What changed
RBI formalized guidelines under Section 9(a) of SARFAESI Act for SC/RCs to change or take over borrower management. The guidelines set eligibility conditions: dues must be at least 25% of borrower's total assets, and if multiple creditors, 75% of outstanding security receipts must consent. They also require compliance with Section 15 of SARFAESI Act for takeover process and restoration of management upon full dues realization.
What it means for you
Banks and lenders must ensure that when SC/RCs act on their behalf, the 25% asset threshold and 75% creditor consent conditions are met. This adds a layer of protection for borrowers against arbitrary management changes.
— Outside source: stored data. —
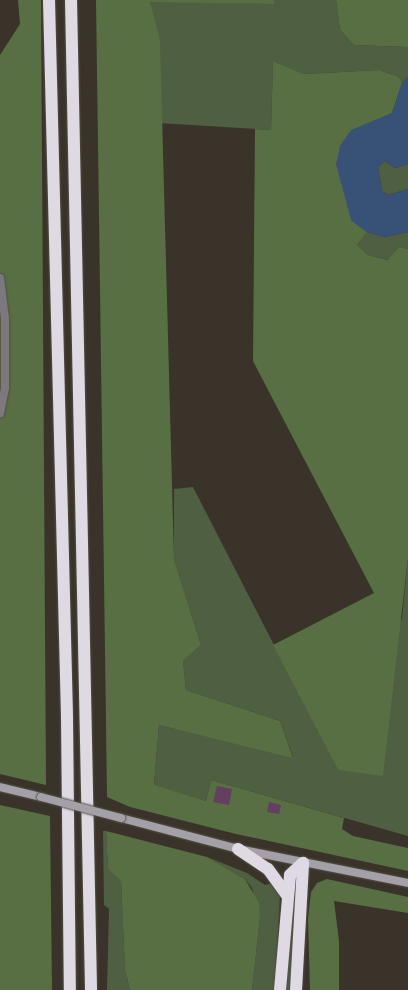 <!DOCTYPE html>
<html>
<head>
<meta charset="utf-8">
<style>
  body { margin:0 }
  #map { position:relative; width:408px; height:990px; overflow:hidden; background:#39332a; font-family:"Sofia Sans Condensed",sans-serif }
  div>[style] { position:absolute }
  [style*='--x'] { left:calc(var(--x)*1px); top:calc(var(--y)*1px); width:calc(var(--w)*1px); rotate:calc(var(--a)*1deg) }
  .green>* { inset:0; background:#4f5f41 }
  .forest>* { inset:0; background:#586f43 }
  .water>* { inset:0; background:#385177 }
  .building>* { inset:0; background:#643f60 }
  .roads { filter:drop-shadow(0 0 1px #544f46) drop-shadow(0 0 1px #544f46) }
  .street>* { height:8px; margin:-4px; padding:0 4px; transform-origin:4px; border-radius:4px; background:#7b797d }
  .secondary>* { height:8px; margin:-4px; padding:0 4px; transform-origin:4px; border-radius:4px; background:#a4a0a7 }
  .highway>* { height:12px; margin:-6px; padding:0 6px; transform-origin:6px; border-radius:6px; background:#dfd9e4 }
  .bridges { filter:drop-shadow(0 0 1px #544f46) drop-shadow(0 0 1px #544f46) }
  .secondary-bridge>* { height:8px; margin:-4px; padding:0 4px; transform-origin:4px; border-radius:4px; background:#a4a0a7 }
  span { translate:-50% -50%; white-space:nowrap; text-align:center; line-height:1.15; -webkit-text-stroke:3px #39332a; paint-order:stroke }
</style>
</head>
<body>
<div id="map">
  <div class="green">
    <div style="clip-path:polygon(274px 0,336px 0,340px 30px,354px 45px,408px 47px,408px 77px,402px 83px,399px 77px,379px 70px,304px 74px,273px 61px,271px 130px,159px 123px,150px 1px,274px 4px)"></div>
    <div style="clip-path:polygon(385px 161px,395px 168px,408px 164px,408px 189px,388px 195px,382px 191px,378px 167px)"></div>
    <div style="clip-path:polygon(367px 232px,385px 237px,408px 232px,408px 249px,399px 247px,389px 260px,368px 255px,357px 245px)"></div>
    <div style="clip-path:polygon(193px 487px,338px 770px,402px 618px,408px 558px,408px 836px,211px 780px,206px 801px,154px 786px,159px 725px,293px 757px,280px 721px,186px 690px,183px 661px,201px 645px,174px 559px,174px 489px)"></div>
    <div style="clip-path:polygon(103px 831px,106px 831px,108px 869px,121px 880px,125px 969px,130px 990px,107px 990px,109px 909px,104px 905px)"></div>
    <div style="clip-path:polygon(207px 857px,247px 873px,265px 885px,274px 883px,280px 894px,275px 990px,252px 990px,260px 918px,252px 888px,245px 879px)"></div>
    <div style="clip-path:polygon(293px 885px,298px 886px,291px 990px,285px 990px)"></div>
  </div>
  <div class="forest">
    <div style="clip-path:polygon(18px 0,41px 0,46px 785px,0 774px,0 55px,20px 24px)"></div>
    <div style="clip-path:polygon(96px 0,274px 0,274px 4px,150px 2px,160px 40px,174px 559px,201px 645px,183px 661px,186px 690px,280px 721px,293px 758px,159px 725px,154px 785px,206px 801px,211px 780px,344px 818px,342px 829px,353px 836px,408px 848px,408px 871px,236px 834px,130px 807px,107px 797px)"></div>
    <div style="clip-path:polygon(336px 0,408px 0,408px 47px,354px 45px,340px 30px)"></div>
    <div style="clip-path:polygon(273px 61px,304px 74px,379px 70px,399px 77px,402px 83px,392px 113px,374px 122px,351px 220px,367px 232px,357px 245px,368px 255px,388px 260px,399px 247px,408px 249px,408px 558px,383px 776px,338px 770px,273px 645px,374px 593px,253px 361px,255px 129px,271px 130px)"></div>
    <div style="clip-path:polygon(0 805px,50px 816px,52px 990px,0 990px)"></div>
    <div style="clip-path:polygon(106px 831px,207px 857px,245px 879px,259px 903px,260px 918px,252px 990px,130px 990px,125px 969px,121px 881px,108px 869px)"></div>
    <div style="clip-path:polygon(327px 879px,408px 897px,408px 913px,334px 901px,339px 941px,339px 990px,310px 990px,308px 919px,311px 892px,317px 883px)"></div>
  </div>
  <div class="water">
    <div style="clip-path:polygon(408px 77px,408px 164px,395px 168px,385px 161px,378px 167px,382px 191px,388px 195px,408px 189px,408px 232px,385px 237px,367px 232px,351px 220px,336px 164px,340px 146px,351px 130px,392px 113px,402px 83px)"></div>
  </div>
  <div class="building">
    <div style="clip-path:polygon(217px 786px,232px 789px,229px 805px,213px 802px)"></div>
    <div style="clip-path:polygon(269px 802px,281px 805px,279px 814px,267px 812px)"></div>
  </div>
  <div class="roads">
    <div class="street">
      <div style="--x:0;--y:278;--w:39;--a:83"></div>
      <div style="--x:5;--y:317;--w:71;--a:90"></div>
      <div style="--x:5;--y:388;--w:26;--a:101"></div>
    </div>
    <div class="secondary">
      <div style="--x:0;--y:787;--w:42;--a:13.7"></div>
      <div style="--x:121;--y:818;--w:121;--a:14.8"></div>
      <div style="--x:238;--y:849;--w:173;--a:11.3"></div>
    </div>
    <div class="highway">
      <div style="--x:49;--y:0;--w:718;--a:88.56"></div>
      <div style="--x:67;--y:718;--w:272;--a:89.4"></div>
      <div style="--x:71;--y:0;--w:990;--a:88.84"></div>
      <div style="--x:238;--y:849;--w:36;--a:34"></div>
      <div style="--x:268;--y:869;--w:32;--a:54"></div>
      <div style="--x:280;--y:990;--w:115;--a:-85"></div>
      <div style="--x:290;--y:875;--w:18;--a:-43"></div>
      <div style="--x:296;--y:990;--w:127;--a:-86.8"></div>
    </div>
  </div>
  <div class="bridges">
    <div class="secondary-bridge">
      <div style="--x:41;--y:797;--w:83;--a:14.7"></div>
    </div>
  </div>
</div>
</body>
</html> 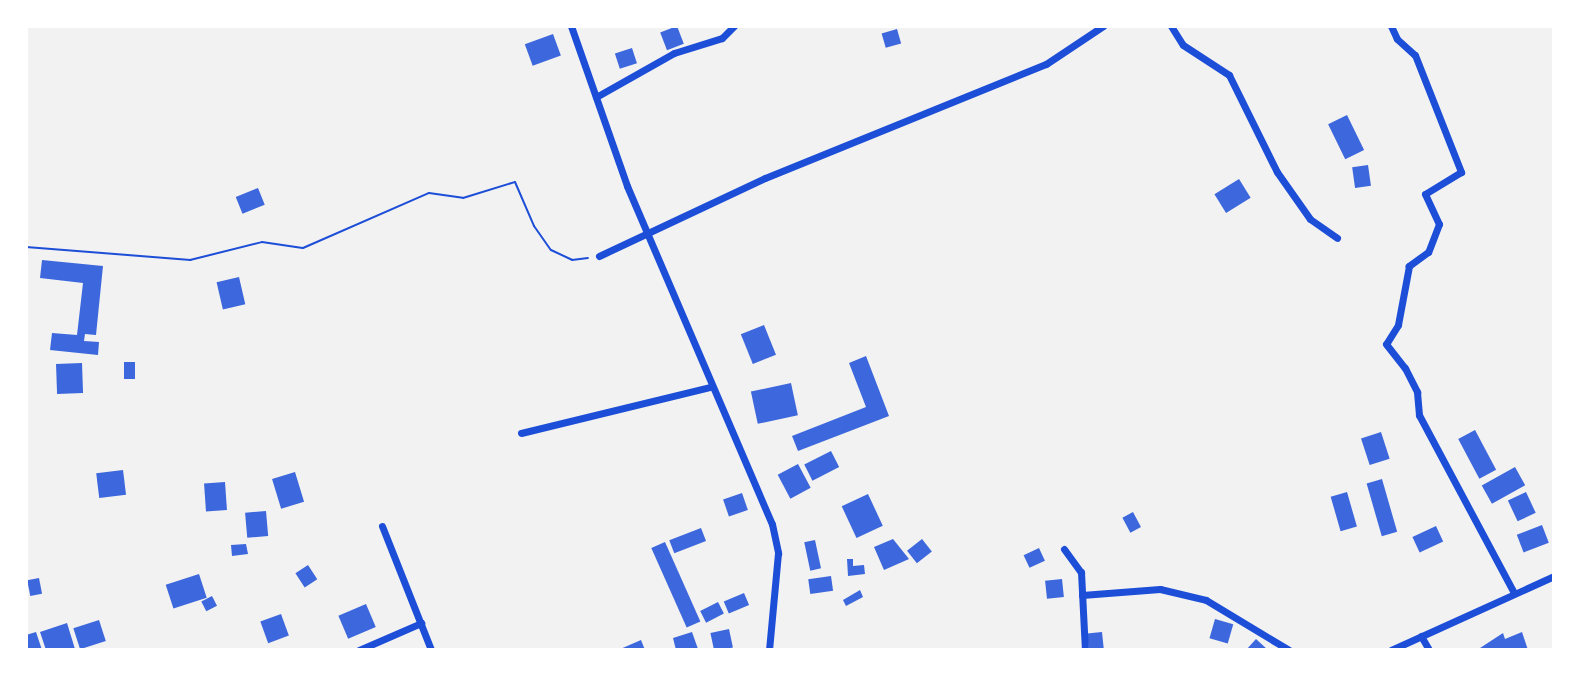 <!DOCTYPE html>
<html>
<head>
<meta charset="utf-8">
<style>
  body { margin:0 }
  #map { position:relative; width:1580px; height:676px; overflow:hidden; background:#f2f2f2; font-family:"Exo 2",sans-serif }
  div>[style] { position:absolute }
  .building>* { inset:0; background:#3d67dc; transform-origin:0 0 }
  .path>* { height:2px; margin:-1px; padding:0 1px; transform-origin:1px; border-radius:1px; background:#1d4ed8 }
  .minor>* { height:7px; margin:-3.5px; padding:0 3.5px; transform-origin:3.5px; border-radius:3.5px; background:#1d4ed8 }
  span { translate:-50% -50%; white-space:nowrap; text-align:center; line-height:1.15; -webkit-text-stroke:6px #fff; paint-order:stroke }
  .frame { position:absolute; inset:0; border:28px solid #fff; pointer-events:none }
</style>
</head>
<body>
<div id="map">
  <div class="building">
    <i style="left:677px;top:26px;width:19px;height:18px;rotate:69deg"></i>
    <i style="left:897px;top:29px;width:15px;height:16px;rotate:74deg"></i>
    <i style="left:553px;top:34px;width:23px;height:30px;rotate:70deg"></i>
    <i style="left:632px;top:48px;width:16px;height:18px;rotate:72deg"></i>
    <i style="left:1347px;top:115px;width:39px;height:21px;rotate:64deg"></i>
    <i style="left:1368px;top:165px;width:21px;height:16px;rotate:82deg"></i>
    <i style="left:1239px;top:179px;width:22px;height:29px;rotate:58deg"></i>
    <i style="left:258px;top:188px;width:18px;height:24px;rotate:68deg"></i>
    <i style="clip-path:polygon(42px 260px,103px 266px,96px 335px,85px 334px,84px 341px,99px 342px,98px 355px,50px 350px,52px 333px,77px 335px,83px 283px,40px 278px)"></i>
    <i style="left:239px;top:277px;width:28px;height:23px;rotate:77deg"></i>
    <i style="left:764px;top:325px;width:32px;height:25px;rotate:68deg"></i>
    <i style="clip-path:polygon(866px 356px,889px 416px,798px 451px,792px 436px,866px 407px,849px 363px)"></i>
    <i style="left:124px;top:362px;width:11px;height:17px"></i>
    <i style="left:82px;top:363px;width:30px;height:26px;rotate:88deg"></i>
    <i style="left:791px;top:383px;width:33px;height:41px;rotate:78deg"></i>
    <i style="left:1475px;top:430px;width:45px;height:19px;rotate:62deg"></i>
    <i style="left:1381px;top:432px;width:28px;height:21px;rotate:72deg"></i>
    <i style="left:831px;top:451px;width:18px;height:30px;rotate:63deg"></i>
    <i style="left:798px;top:464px;width:27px;height:23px;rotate:62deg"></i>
    <i style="left:1515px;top:467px;width:21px;height:38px;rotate:61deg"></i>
    <i style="left:123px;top:470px;width:25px;height:27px;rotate:83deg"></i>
    <i style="left:295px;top:472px;width:31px;height:24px;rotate:73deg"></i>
    <i style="left:1382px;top:479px;width:55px;height:16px;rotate:74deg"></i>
    <i style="left:225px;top:482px;width:28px;height:21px;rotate:86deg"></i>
    <i style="left:1347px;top:492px;width:36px;height:17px;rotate:74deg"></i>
    <i style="left:1526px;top:492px;width:23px;height:20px;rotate:65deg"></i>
    <i style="left:742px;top:493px;width:18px;height:20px;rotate:71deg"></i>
    <i style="left:868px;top:494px;width:35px;height:29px;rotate:65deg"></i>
    <i style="left:266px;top:511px;width:25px;height:21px;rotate:85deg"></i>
    <i style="left:1133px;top:512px;width:17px;height:12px;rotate:62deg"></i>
    <i style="left:1542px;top:525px;width:19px;height:27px;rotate:69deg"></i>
    <i style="left:1436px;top:526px;width:17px;height:26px;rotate:65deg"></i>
    <i style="left:701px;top:528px;width:14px;height:34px;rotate:69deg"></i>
    <i style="clip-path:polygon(893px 539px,909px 559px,884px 570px,874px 547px)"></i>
    <i style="left:922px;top:539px;width:16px;height:19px;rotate:52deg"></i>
    <i style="left:815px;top:540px;width:29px;height:11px;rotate:78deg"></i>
    <i style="left:665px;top:542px;width:87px;height:15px;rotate:66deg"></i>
    <i style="clip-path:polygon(246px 544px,248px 554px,232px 556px,231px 545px)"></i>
    <i style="left:1039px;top:548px;width:14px;height:17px;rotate:65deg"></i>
    <i style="clip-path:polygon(847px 559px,853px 559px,853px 566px,864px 565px,865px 574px,848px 576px)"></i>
    <i style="left:308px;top:565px;width:17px;height:15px;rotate:57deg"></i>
    <i style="left:199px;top:574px;width:25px;height:35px;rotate:72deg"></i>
    <i style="left:831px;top:576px;width:15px;height:23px;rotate:82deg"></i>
    <i style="left:39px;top:578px;width:16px;height:12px;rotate:79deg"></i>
    <i style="left:1062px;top:579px;width:18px;height:17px;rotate:84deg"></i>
    <i style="clip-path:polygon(860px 590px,863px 597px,846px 606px,843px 600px)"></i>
    <i style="left:744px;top:593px;width:13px;height:22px;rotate:67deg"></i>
    <i style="left:212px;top:596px;width:11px;height:12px;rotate:63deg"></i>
    <i style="left:718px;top:602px;width:13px;height:20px;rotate:63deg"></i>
    <i style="left:366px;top:604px;width:25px;height:30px;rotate:67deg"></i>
    <i style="left:281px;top:614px;width:23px;height:22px;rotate:70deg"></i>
    <i style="left:1215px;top:619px;width:19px;height:20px;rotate:16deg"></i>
    <i style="left:99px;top:620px;width:22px;height:27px;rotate:72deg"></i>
    <i style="clip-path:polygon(67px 623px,75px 649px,46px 650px,40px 632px)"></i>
    <i style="left:729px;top:629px;width:19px;height:19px;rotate:78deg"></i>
    <i style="clip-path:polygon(36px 632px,42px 650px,26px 650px,26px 635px)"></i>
    <i style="clip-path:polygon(692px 632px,698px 649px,676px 650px,673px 638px)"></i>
    <i style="left:1102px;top:632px;width:18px;height:15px;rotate:84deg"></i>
    <i style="clip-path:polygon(1522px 632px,1528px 650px,1477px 650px,1503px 633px,1505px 639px)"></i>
    <i style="clip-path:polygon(1256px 639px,1268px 650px,1246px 650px)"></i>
    <i style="clip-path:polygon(641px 640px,645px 650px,618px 650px)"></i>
  </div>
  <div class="path">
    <i style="left:26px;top:247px;width:165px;rotate:4.5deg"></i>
    <i style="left:190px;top:260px;width:74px;rotate:-14deg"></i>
    <i style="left:262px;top:242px;width:41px;rotate:8.3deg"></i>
    <i style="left:303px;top:248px;width:137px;rotate:-23.6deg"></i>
    <i style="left:429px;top:193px;width:34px;rotate:8deg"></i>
    <i style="left:463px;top:198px;width:54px;rotate:-17.1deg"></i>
    <i style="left:515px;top:182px;width:48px;rotate:66.6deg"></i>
    <i style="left:534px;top:226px;width:29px;rotate:55deg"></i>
    <i style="left:551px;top:250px;width:23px;rotate:25deg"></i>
    <i style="left:572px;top:260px;width:16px;rotate:-7deg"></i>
  </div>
  <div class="minor">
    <i style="left:571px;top:26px;width:170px;rotate:70.7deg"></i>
    <i style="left:627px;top:186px;width:368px;rotate:66.8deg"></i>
    <i style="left:772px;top:524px;width:30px;rotate:78deg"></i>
    <i style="left:778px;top:553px;width:97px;rotate:95.3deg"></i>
    <i style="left:1171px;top:26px;width:22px;rotate:58deg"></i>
    <i style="left:1183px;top:45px;width:55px;rotate:33.1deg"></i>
    <i style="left:1229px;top:75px;width:108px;rotate:63.7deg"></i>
    <i style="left:1277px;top:172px;width:57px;rotate:54.9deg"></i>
    <i style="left:1310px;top:219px;width:33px;rotate:35deg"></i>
    <i style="left:1391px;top:26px;width:14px;rotate:65deg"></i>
    <i style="left:1397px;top:39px;width:24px;rotate:42deg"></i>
    <i style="left:1415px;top:55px;width:126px;rotate:68.5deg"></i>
    <i style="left:1461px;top:172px;width:42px;rotate:148.6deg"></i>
    <i style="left:1425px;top:194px;width:33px;rotate:65deg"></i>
    <i style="left:1439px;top:224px;width:30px;rotate:111deg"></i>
    <i style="left:1428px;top:252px;width:24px;rotate:144deg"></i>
    <i style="left:1409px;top:266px;width:60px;rotate:100.6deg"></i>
    <i style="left:1398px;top:325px;width:22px;rotate:122deg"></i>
    <i style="left:1386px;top:344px;width:31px;rotate:52deg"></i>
    <i style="left:1405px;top:368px;width:27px;rotate:63deg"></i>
    <i style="left:1417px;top:392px;width:23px;rotate:85deg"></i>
    <i style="left:1419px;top:415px;width:202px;rotate:61.9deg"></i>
    <i style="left:596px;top:97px;width:90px;rotate:-29.4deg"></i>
    <i style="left:674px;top:53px;width:50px;rotate:-17.4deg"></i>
    <i style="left:722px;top:38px;width:17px;rotate:-45deg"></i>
    <i style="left:599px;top:256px;width:183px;rotate:-25.2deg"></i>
    <i style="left:765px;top:178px;width:303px;rotate:-22.1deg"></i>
    <i style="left:1046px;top:64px;width:69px;rotate:-33.7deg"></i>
    <i style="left:521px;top:433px;width:194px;rotate:-13.7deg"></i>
    <i style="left:382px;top:526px;width:133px;rotate:68.4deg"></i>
    <i style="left:1064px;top:549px;width:29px;rotate:54deg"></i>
    <i style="left:1081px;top:572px;width:78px;rotate:87.1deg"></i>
    <i style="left:1082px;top:595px;width:78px;rotate:-4.4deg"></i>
    <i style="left:1160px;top:589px;width:47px;rotate:13.4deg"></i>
    <i style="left:1206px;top:600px;width:97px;rotate:31.1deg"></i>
    <i style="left:1421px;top:636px;width:16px;rotate:60deg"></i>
    <i style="left:359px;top:650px;width:68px;rotate:-23.5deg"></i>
    <i style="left:1391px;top:650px;width:179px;rotate:-24.4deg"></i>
  </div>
  <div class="frame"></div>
</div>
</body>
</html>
Lenders should coordinate with SC/RCs to verify these thresholds before any action, as non-compliance could invalidate the takeover.
What you must do
- Verify that the borrower's dues to the SC/RC are at least 25% of total assets before any management change or takeover.
- If multiple secured creditors are involved, ensure that creditors holding at least 75% of outstanding security receipts consent to the action.
- Ensure SC/RCs follow Section 15 of SARFAESI Act for takeover process and restore management to borrower upon full dues recovery.
- Maintain documentation of asset valuation and creditor consent to demonstrate compliance with these guidelines.
Who it affects
Securitisation Companies (SCs), Reconstruction Companies (RCs), Banks and financial institutions that are secured creditors, Borrowers with dues to SC/RCs
What is the minimum dues threshold for an SC/RC to change or take over management?
The dues must be at least 25% of the borrower's total assets.
What happens if there are multiple secured creditors?
Creditors holding at least 75% of the outstanding security receipts must agree to the management change or takeover.
When must the SC/RC restore management to the borrower?
Upon full realization of its dues from the borrower, as per Section 15(4) of the SARFAESI Act.